Testing for kernel performance regressions

Posted Aug 4, 2012 22:12 UTC (Sat) by drdabbles (guest, #48755)
Parent article: Testing for kernel performance regressions

One of the major problems with testing the kernel is, as the author notes, the lack of a standard test suite. Picking test suites is like picking religion in most cases- You may be morn into it, you may choose it, or you may not believe in it at all...but everyone has a strong opinion.

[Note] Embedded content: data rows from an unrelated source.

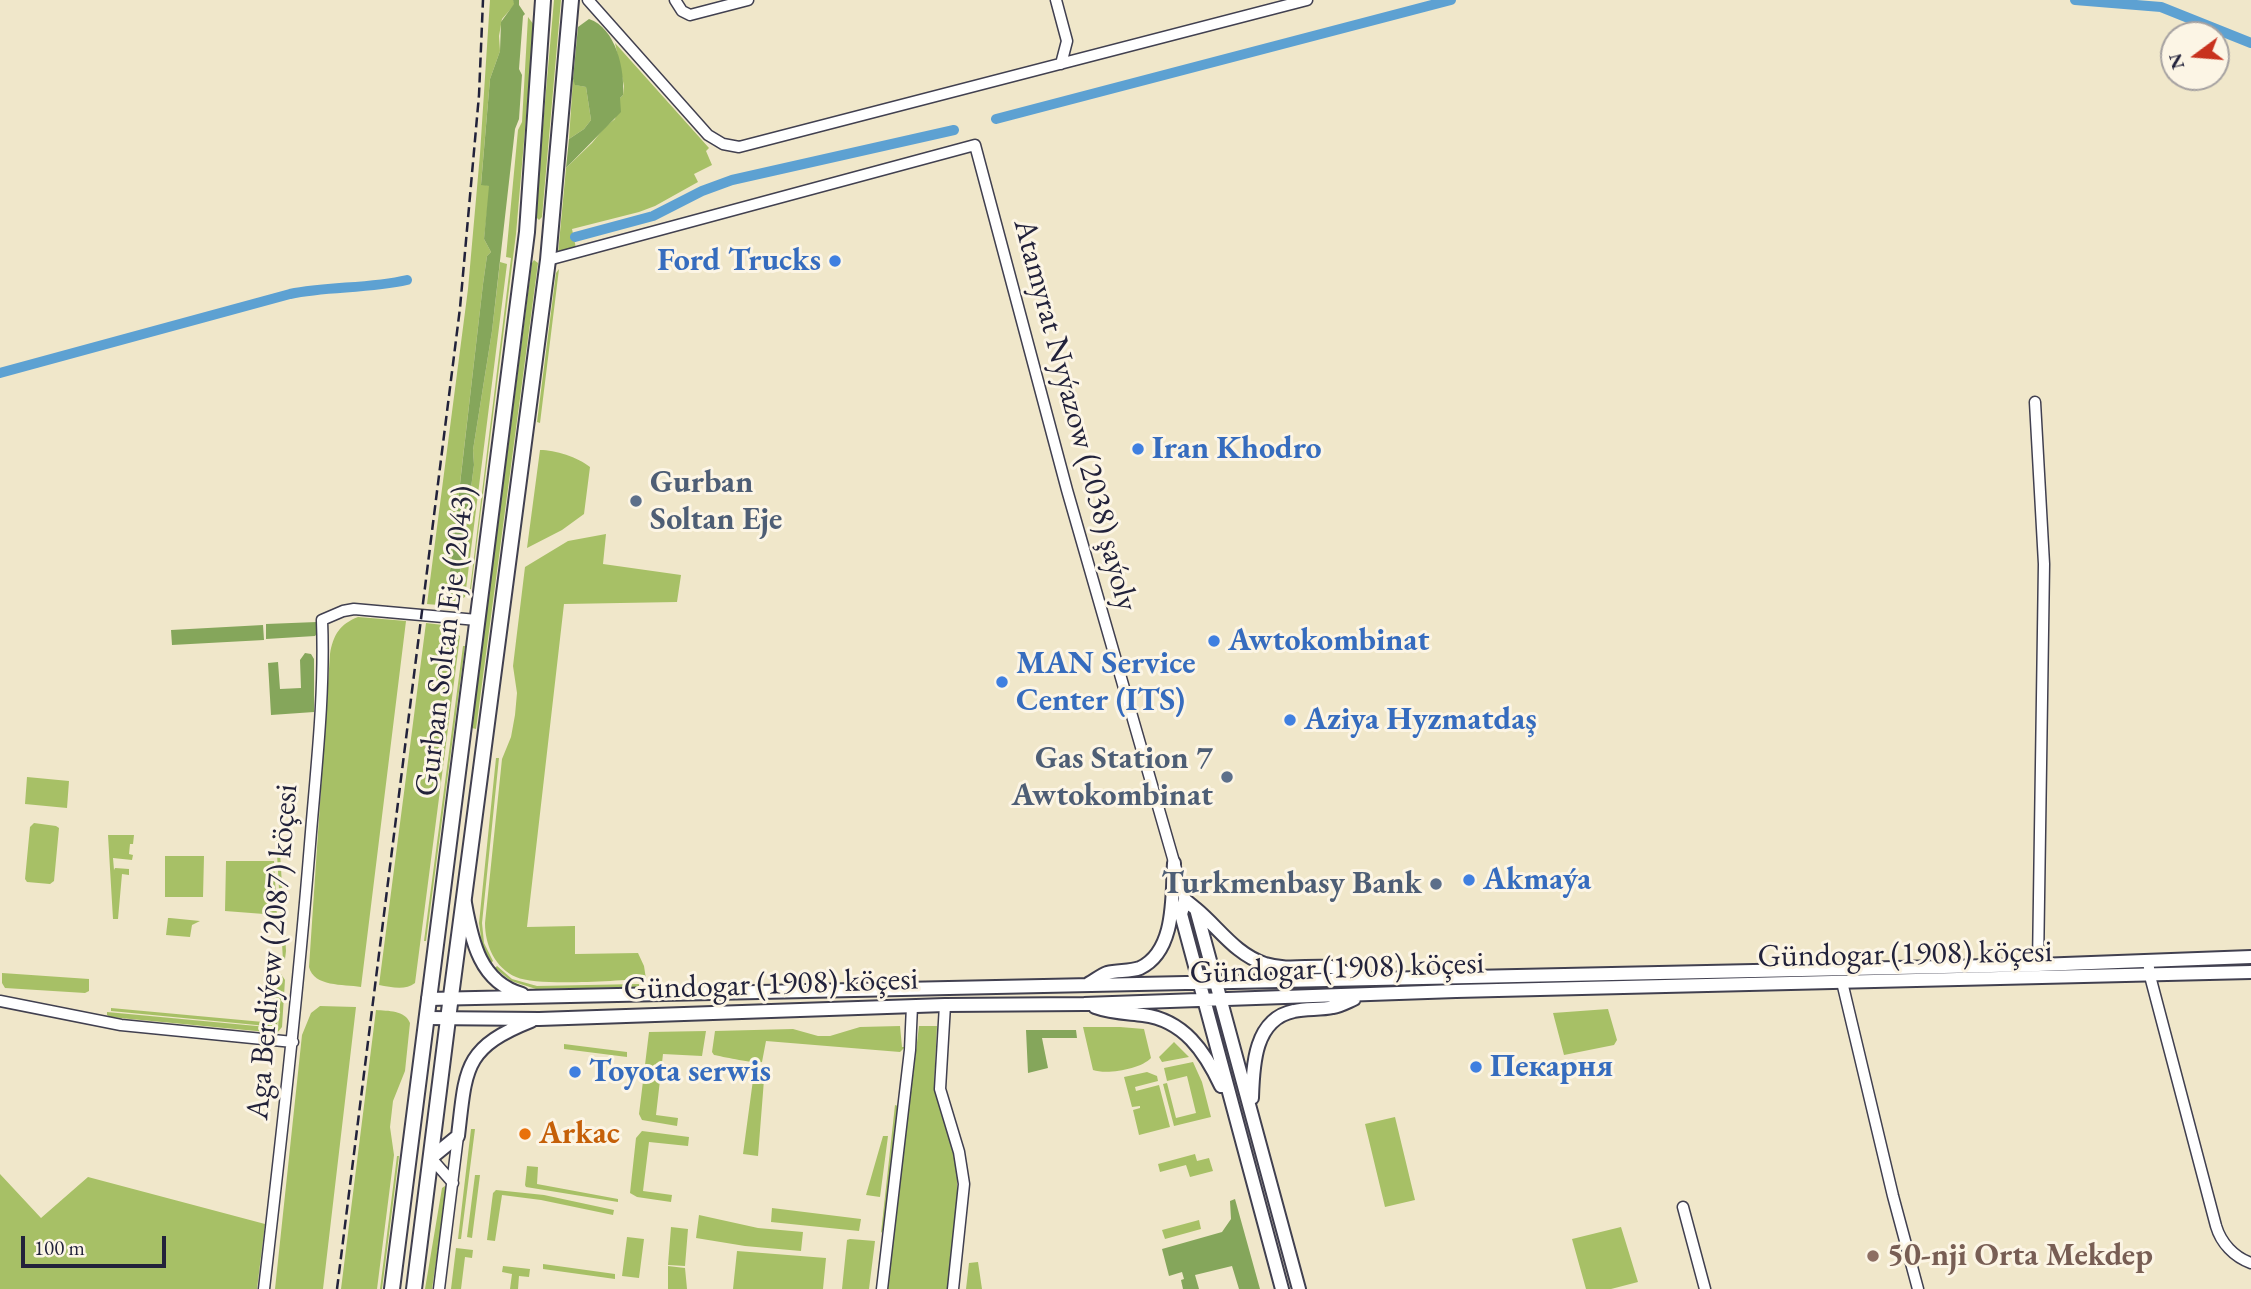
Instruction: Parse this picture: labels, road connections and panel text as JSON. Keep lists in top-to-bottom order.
{
  "streets": {
    "highway": ["Gurban Soltan Eje (2043)"],
    "main road": ["Atamyrat Nyýazow (2038) şaýoly", "Gündogar (1908) köçesi"],
    "street": ["Aga Berdiýew (2087) köçesi"]
  },
  "crossings": [
    ["Atamyrat Nyýazow (2038) şaýoly", "Gurban Soltan Eje (2043)"],
    ["Atamyrat Nyýazow (2038) şaýoly", "Gündogar (1908) köçesi"],
    ["Gurban Soltan Eje (2043)", "Aga Berdiýew (2087) köçesi"],
    ["Gurban Soltan Eje (2043)", "Gündogar (1908) köçesi"]
  ],
  "places": [
    "Ford Trucks",
    "Iran Khodro",
    "Gurban Soltan Eje",
    "Awtokombinat",
    "MAN Service Center (ITS)",
    "Aziya Hyzmatdaş",
    "Gas Station 7 Awtokombinat",
    "Аkmaýa",
    "Turkmenbasy Bank",
    "Пекарня",
    "Toyota serwis",
    "Arkac",
    "50-nji Orta Mekdep"
  ],
  "scale_bar": "100 m",
  "north": "left"
}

The next problem is that there is little incentive for the hardware vendors that contribute directly to the kernel (I'm looking at you, Intel) to also contribute a test suite for their contributions. Moreover, it's quite conceivable that contributing a test suite would allow people to reverse engineer the hardware in question to some extent. I don't see this as a problem, but then again I don't make billions of dollars a year selling chipsets embedded on nearly every device in existence. There may also be regulatory concerns here, much like open-source WiFi drivers had to contend with here in the US several years ago. So, it's a sticky situation.

Additionally, you have the problem of how to actually execute tests. Software bugs aren't always painfully obvious. You don't always get a panic or segfault when a program or driver messes up. In fact, sometimes the program runs perfectly unaware that it has completely ruined data. This problem of subtle bugs can be seen in audio chipset drivers frequently. Sometimes an upgrade causes audio artifacts, sometimes the ports are reversed, and sometimes the power saving mechanisms act wonky. But only after a suspend from a warm reboot where a particular bit in memory wasn't initialized to 0. These things are extremely hard to detect with a test suite, because the suite has no idea if the audio is scratchy or if the port a user expects to be enabled is working properly.

Finally, if you could overcome the issues above, you have the case where suspend/resume/reboot/long run time causes a problem. To test this, the test suite needs complete access to a computer at a very low level. Virtualization will only get you a small portion of the way there. Things like PCI pass through are making this kind of test easier, but that in itself invalidates tests on a very basic hardware access level. This is where the idea of hardware vendors contributing resources to a test farm becomes a great idea. And as a comment above mentioned, the Linux Foundation could create some incentives for this. A platinum list of vendors / devices would be excellent! My organization ONLY uses Linux and *BSD in the field, so having that list to purchase from would be a pretty big win for us.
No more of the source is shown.